A data center is a facility that houses servers, data storage devices, and/or other associated components such as backup power supplies, redundant data communications connections, environmental controls such as air conditioning and/or fire suppression, and/or various security systems. A data center may be maintained by an information technology (IT) service provider. An enterprise may utilize data storage and/or data processing services from the provider in order to run applications that handle the enterprises' core business and operational data. The applications may be proprietary and used exclusively by the enterprise or made available through a network for anyone to access and use.
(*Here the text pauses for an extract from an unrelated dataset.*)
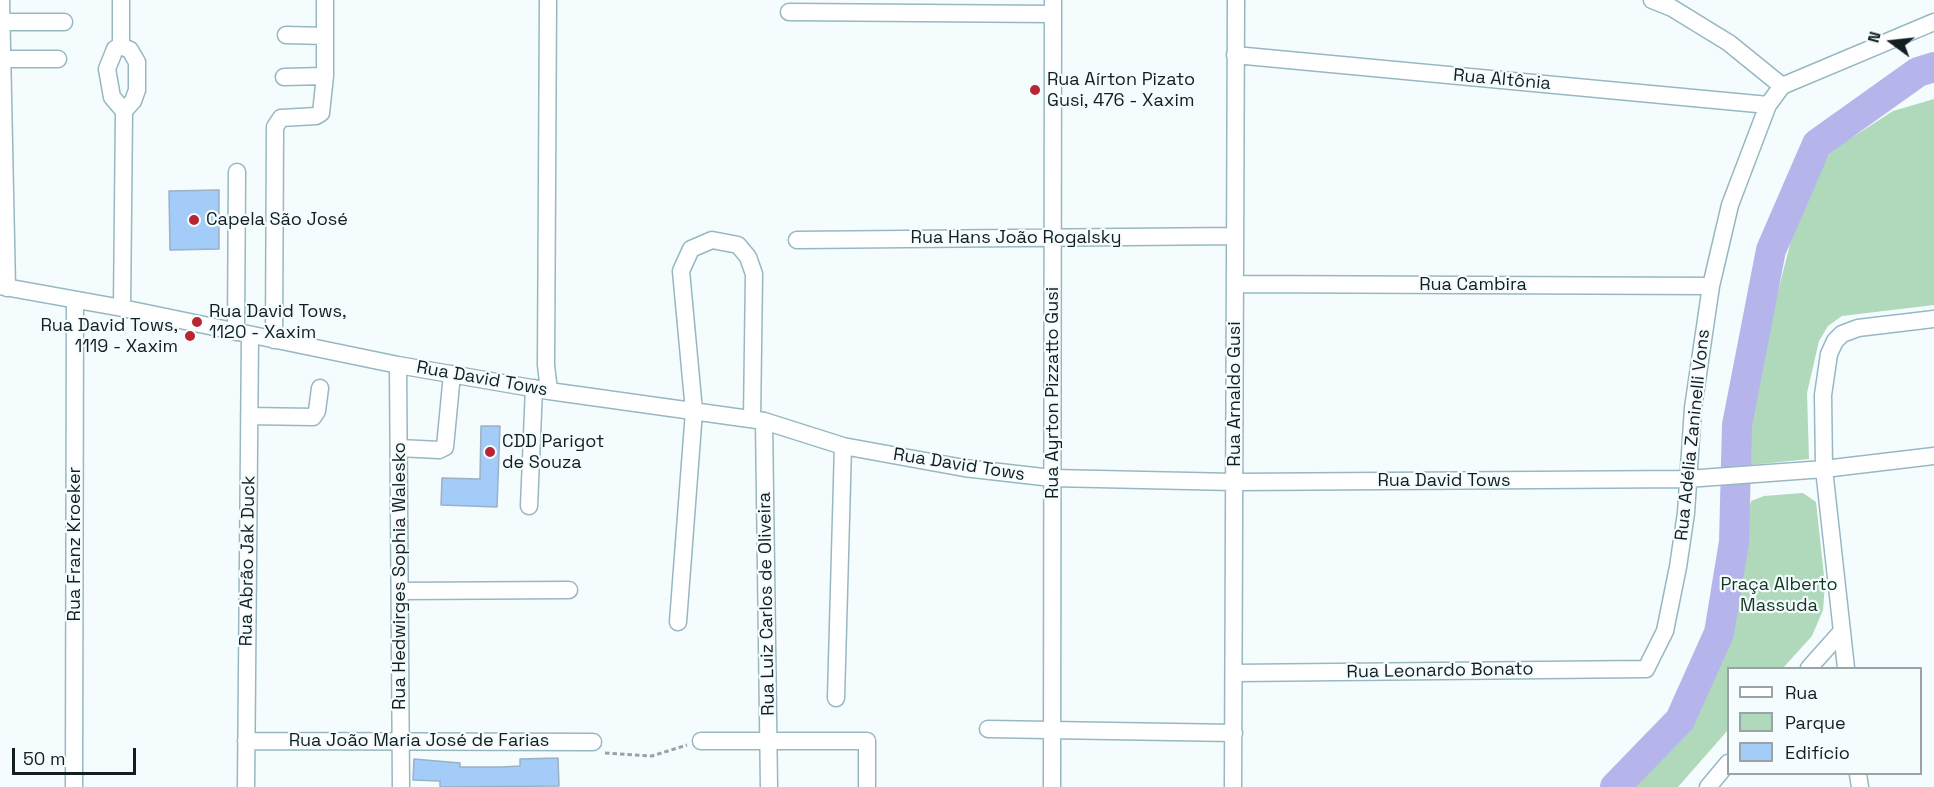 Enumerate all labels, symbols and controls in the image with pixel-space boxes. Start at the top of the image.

Virtual computing instances (VCIs), such as virtual machines and containers, have been introduced to lower data center capital investment in facilities and operational expenses and reduce energy consumption. A VCI is a software implementation of a computer that executes application software analogously to a physical computer. VCIs have the advantage of not being bound to physical resources, which allows VCIs to be moved around and scaled to meet changing demands of an enterprise without affecting the use of the enterprise's applications. In a software-defined data center, storage resources may be allocated to VCIs in various ways, such as through network attached storage (NAS), a storage area network (SAN) such as fiber channel and/or Internet small computer system interface (iSCSI), a virtual SAN, and/or raw device mappings, among others.
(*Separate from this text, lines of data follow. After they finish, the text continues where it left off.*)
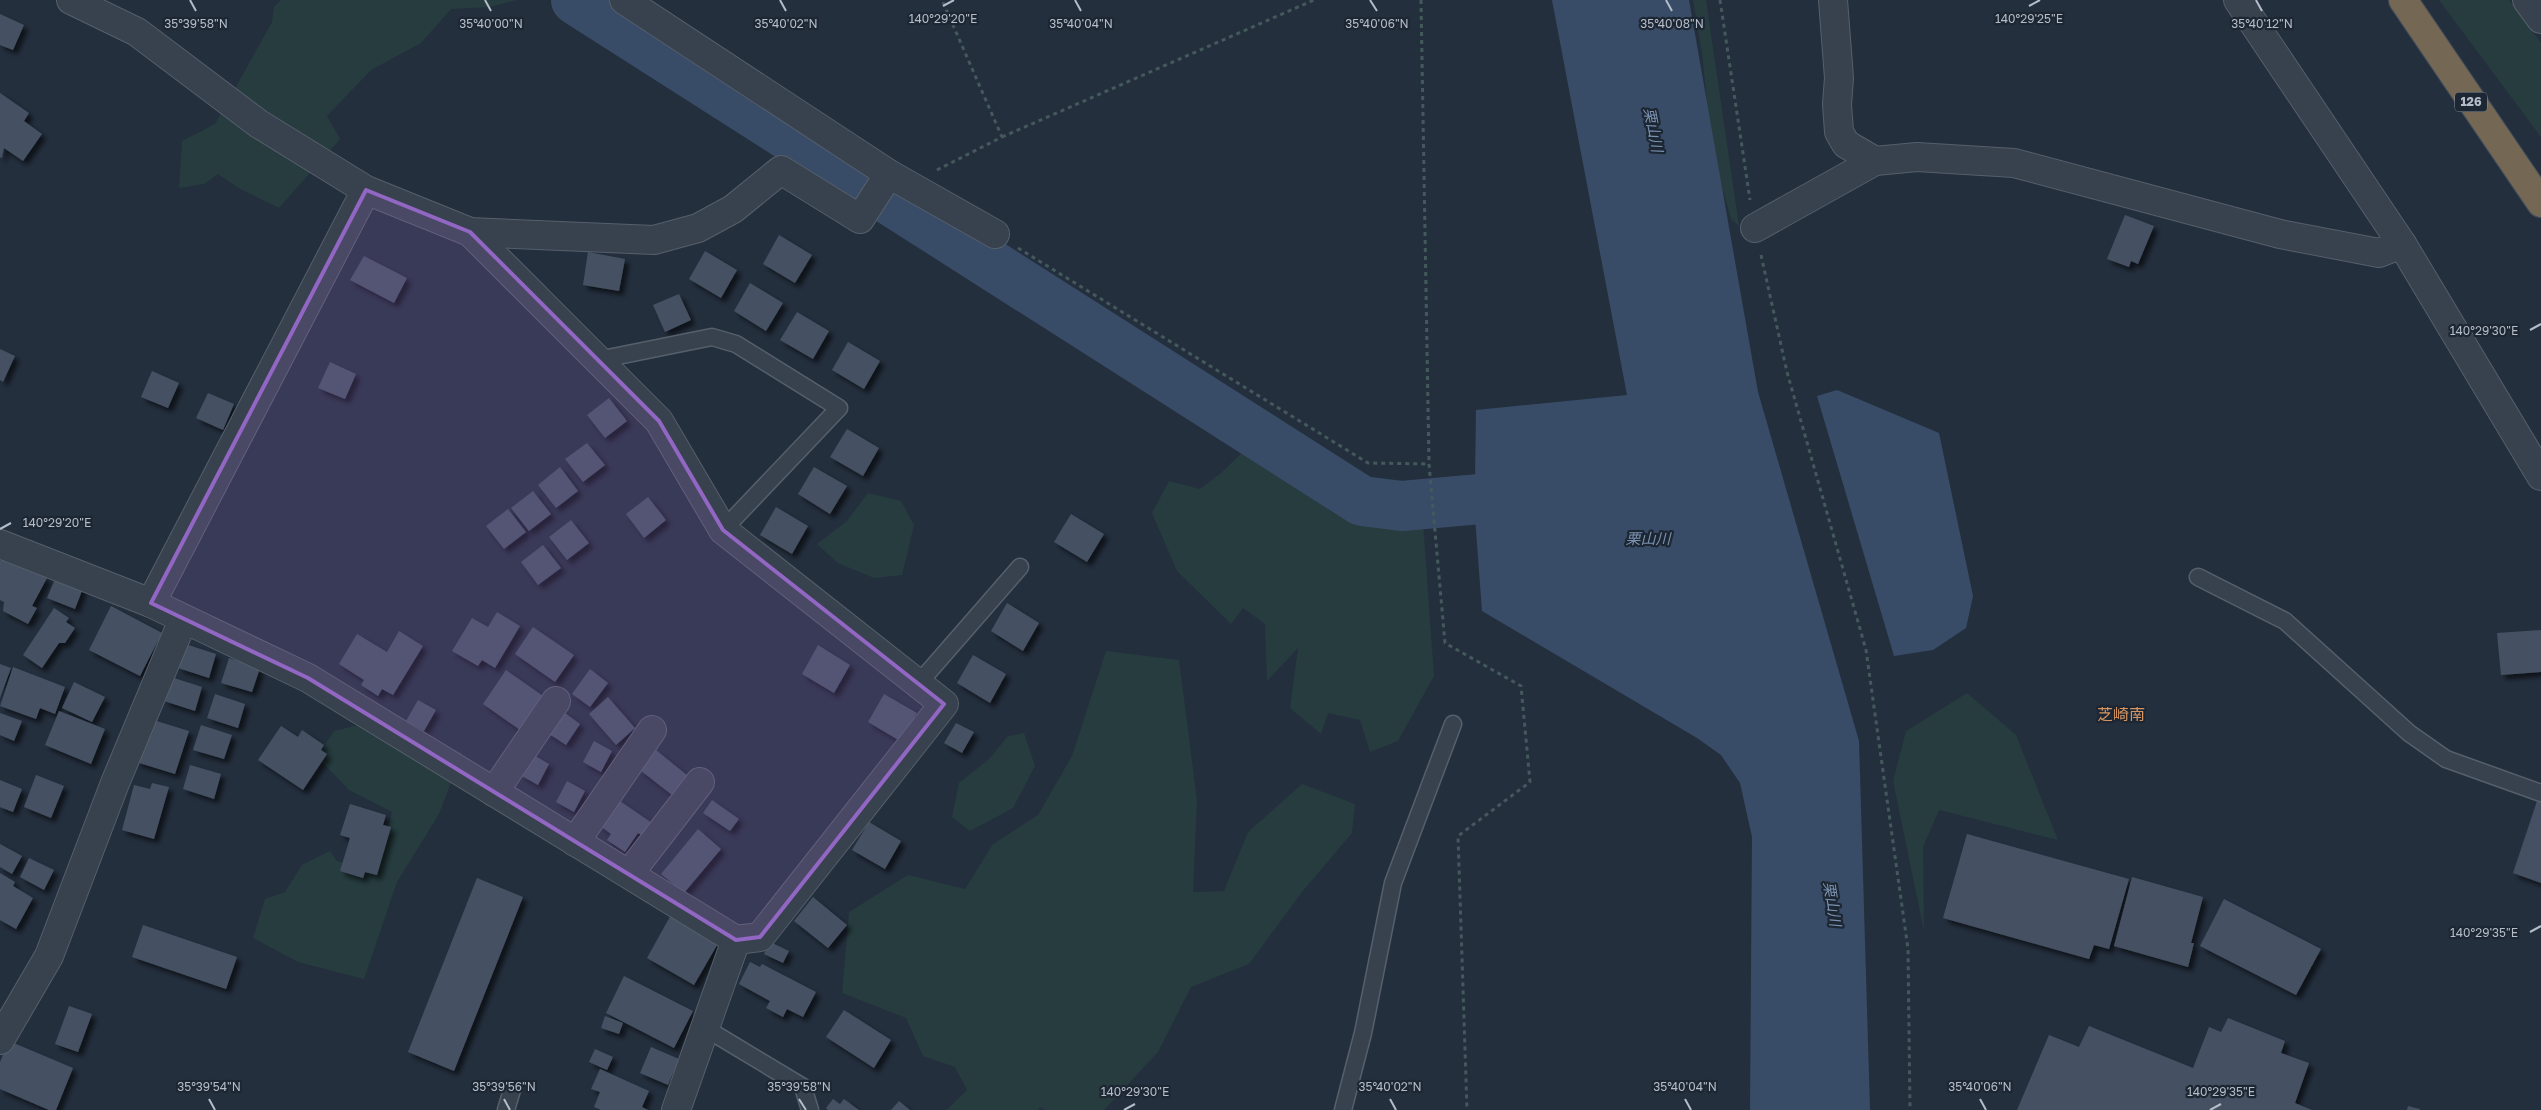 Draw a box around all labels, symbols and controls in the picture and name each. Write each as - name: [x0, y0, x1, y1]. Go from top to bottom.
- text: 140°29'20"E: [909, 11, 977, 26]
- text: 140°29'25"E: [1995, 11, 2063, 26]
- text: 35°39'58"N: [164, 16, 228, 31]
- text: 35°40'00"N: [459, 16, 523, 31]
- text: 35°40'02"N: [754, 16, 818, 31]
- text: 35°40'04"N: [1049, 16, 1113, 31]
- text: 35°40'06"N: [1345, 16, 1409, 31]
- text: 35°40'08"N: [1640, 16, 1704, 31]
- text: 35°40'12"N: [2231, 16, 2293, 31]
- road number: 126: [2455, 92, 2487, 111]
- water label: 栗山川: [1641, 106, 1667, 156]
- text: 140°29'30"E: [2450, 323, 2518, 338]
- text: 140°29'20"E: [23, 515, 91, 530]
- water label: 栗山川: [1625, 529, 1672, 547]
- district label: 芝崎南: [2097, 704, 2145, 724]
- water label: 栗山川: [1821, 880, 1846, 929]
- text: 140°29'35"E: [2450, 925, 2518, 940]
- text: 35°39'54"N: [177, 1079, 241, 1094]
- text: 35°39'56"N: [472, 1079, 536, 1094]
- text: 35°39'58"N: [767, 1079, 831, 1094]
- text: 35°40'02"N: [1358, 1079, 1422, 1094]
- text: 35°40'04"N: [1653, 1079, 1717, 1094]
- text: 35°40'06"N: [1948, 1079, 2012, 1094]
- text: 140°29'30"E: [1101, 1084, 1169, 1099]
- text: 140°29'35"E: [2187, 1084, 2255, 1099]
Virtualization and cloud computing enterprises (e.g., VMware) provide a suite of solutions to optimize multi-cloud environments for cost, performance, security, compliance, and other criteria. They can play a pivotal role in achieving consistency in operations by providing a centralized gateway to multi-cloud. The power of the software platform lies in automating every manageable step, which is key in delivering efficient and more intelligent management across all clouds. Enabling automation in each operation reduces manual overheads and facilitates a self-service user experience for our multi-cloud consumers. Many times, automation tasks need to be performed at a specific time of day or on a recurring schedule, which results in an added burden to consumers. Embodiments of the present disclosure can extend automation capabilities with scheduling. For instance, embodiments herein can promote scheduling as a first-class citizen in any automation with a fully managed scheduler service. With such a built-in capability at the platform level, it becomes possible for scheduling cross-service cross-cloud automation. This gives a cost-efficient edge over the individual public or private cloud scheduling services. In some instances, one or more embodiments of the present disclosure may be referred to as a “cloud scheduler.”
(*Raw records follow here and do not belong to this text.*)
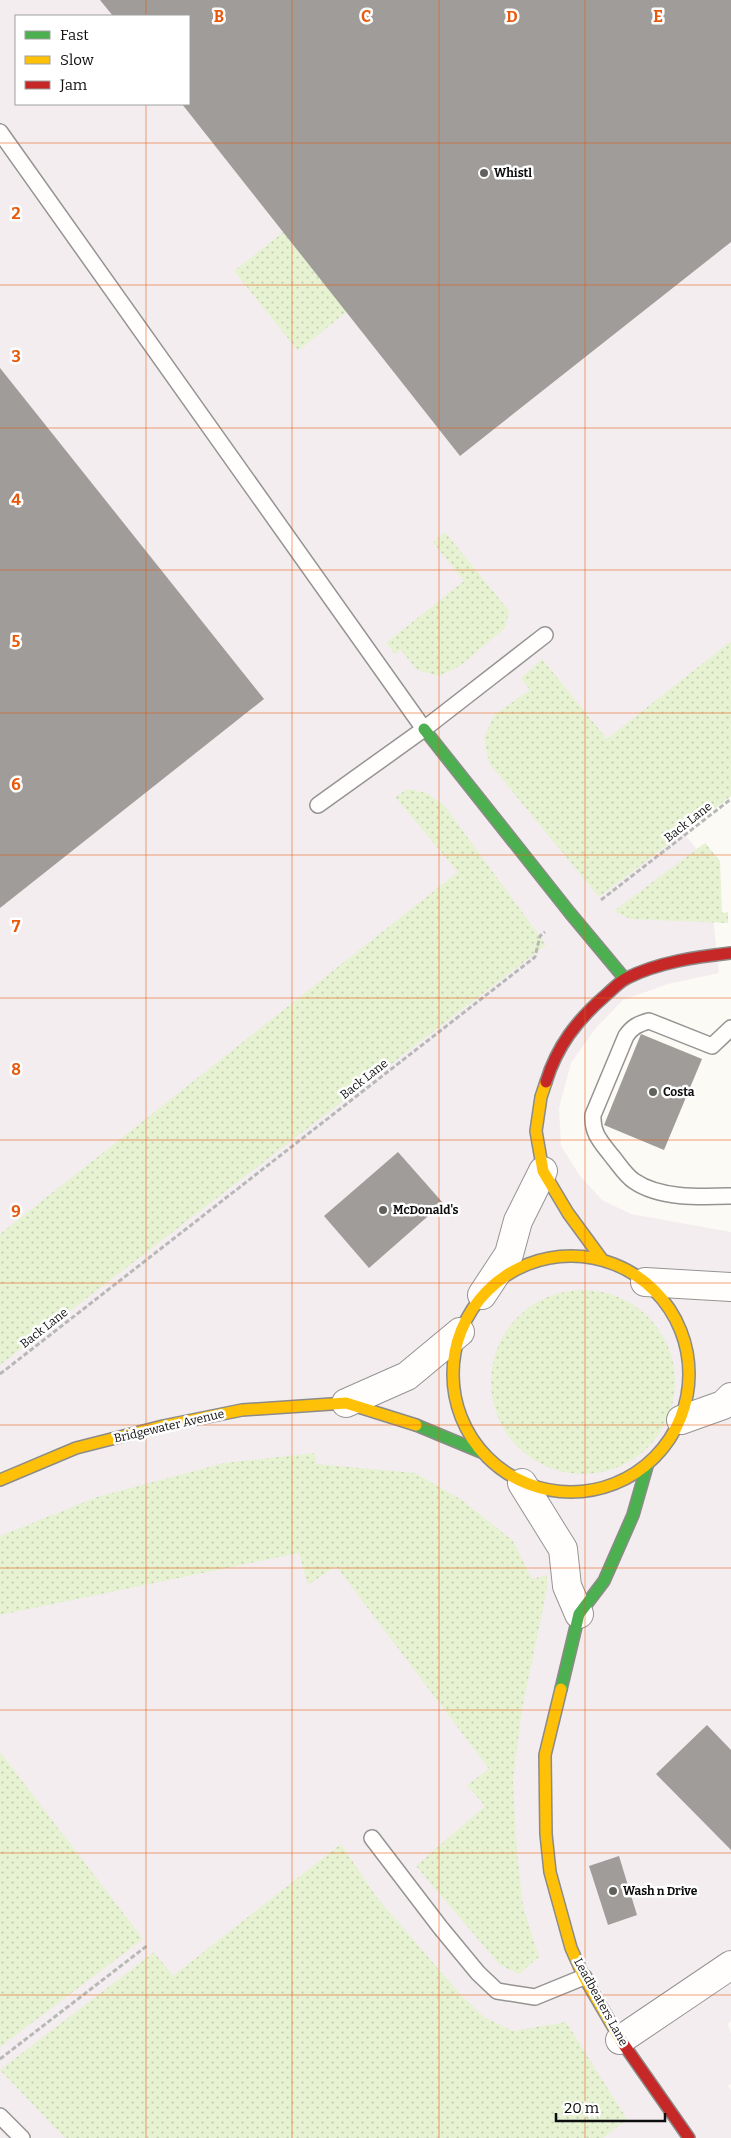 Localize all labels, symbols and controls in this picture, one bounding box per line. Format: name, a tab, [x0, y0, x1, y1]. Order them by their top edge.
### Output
text: B	[214, 7, 224, 26]
text: C	[361, 7, 371, 26]
text: D	[506, 7, 518, 26]
text: E	[653, 7, 663, 26]
legend	[15, 15, 190, 105]
text: Fast	[60, 26, 89, 44]
text: Slow	[60, 51, 95, 69]
text: Jam	[59, 76, 88, 94]
place label: Whistl	[494, 166, 532, 180]
marker: Whistl	[478, 167, 490, 179]
text: 2	[11, 204, 21, 223]
text: 3	[11, 347, 21, 366]
text: 4	[11, 490, 21, 509]
text: 5	[12, 632, 21, 651]
text: 6	[11, 775, 21, 794]
street label: Back Lane	[661, 799, 715, 845]
text: 7	[12, 917, 21, 936]
street label: Back Lane	[337, 1056, 391, 1102]
text: 8	[11, 1060, 21, 1079]
place label: Costa	[663, 1085, 695, 1099]
marker: Costa	[647, 1086, 659, 1098]
text: 9	[11, 1202, 21, 1221]
place label: McDonald's	[393, 1203, 459, 1217]
marker: McDonald's	[377, 1204, 389, 1216]
street label: Back Lane	[17, 1305, 71, 1351]
street label: Bridgewater Avenue	[112, 1406, 226, 1446]
place label: Wash n Drive	[623, 1884, 698, 1898]
marker: Wash n Drive	[607, 1885, 619, 1897]
street label: Leadbeaters Lane	[571, 1956, 631, 2048]
scale bar	[556, 2090, 665, 2122]
text: 20 m	[564, 2099, 600, 2117]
When considering DevOps operations or automation, typically the first thing that comes to mind is «cron». Cron usually comes with its management and maintenance overhead of computing, personnel, etc., especially when application tasks are to be scheduled reliably at scale. Embodiments herein can hide cron overheads by providing a scheduling solution based on distributed systems' key characteristics and making scheduling application tasks more convenient and centralized.
The scheduler service in accordance with embodiments herein can support multitenancy and work with various platforms (e.g., VMware Common Service Platform (CSP)). Other products or applications can onboard quickly on scheduler service within the scope of these platforms. It can provide an interface to schedule future invocations of virtually any task, defined as an HTTP endpoint within an on-premises cloud or an external public cloud, once or at a recurring pattern by leveraging cron expressions.
Embodiments herein can invoke tasks reliably at least once with limited retries (to mitigate failures) within a few seconds of the actual scheduled time. It supports dynamic horizontal scaling to accommodate millions of task invocations in a multi-tenant environment. It can expose a unified REST API and UI that any consumer, either a user or another cloud service, can leverage to define its scheduling needs and access retrospective details of task invocations within the tenant boundaries. For instance, a tenant user could schedule execution of pipelines in a release automation solution (e.g., vRealize Code Stream) or periodically reclaim outdated virtual machine snapshots in a management platform (e.g., vRealize Operations) or CSP can schedule onboarding or offboarding of a customer tenant on a Cloud.
Previous approaches introduce scheduling scoped within a product boundary. The efforts to develop such features are redundant and time-consuming. Hence, the scheduling capabilities slowly appear across multiple product releases in a very limited scope. The customers are left to use other providers for scheduling until then or open a feature request and wait for future releases. Embodiments of the present disclosure offer scheduling enablement in a much faster way for any automation in the product to give a better user experience. Embodiments herein also provide a system architecture to scale reliably for scheduling tens of thousands of automations across multiple tenants for many products.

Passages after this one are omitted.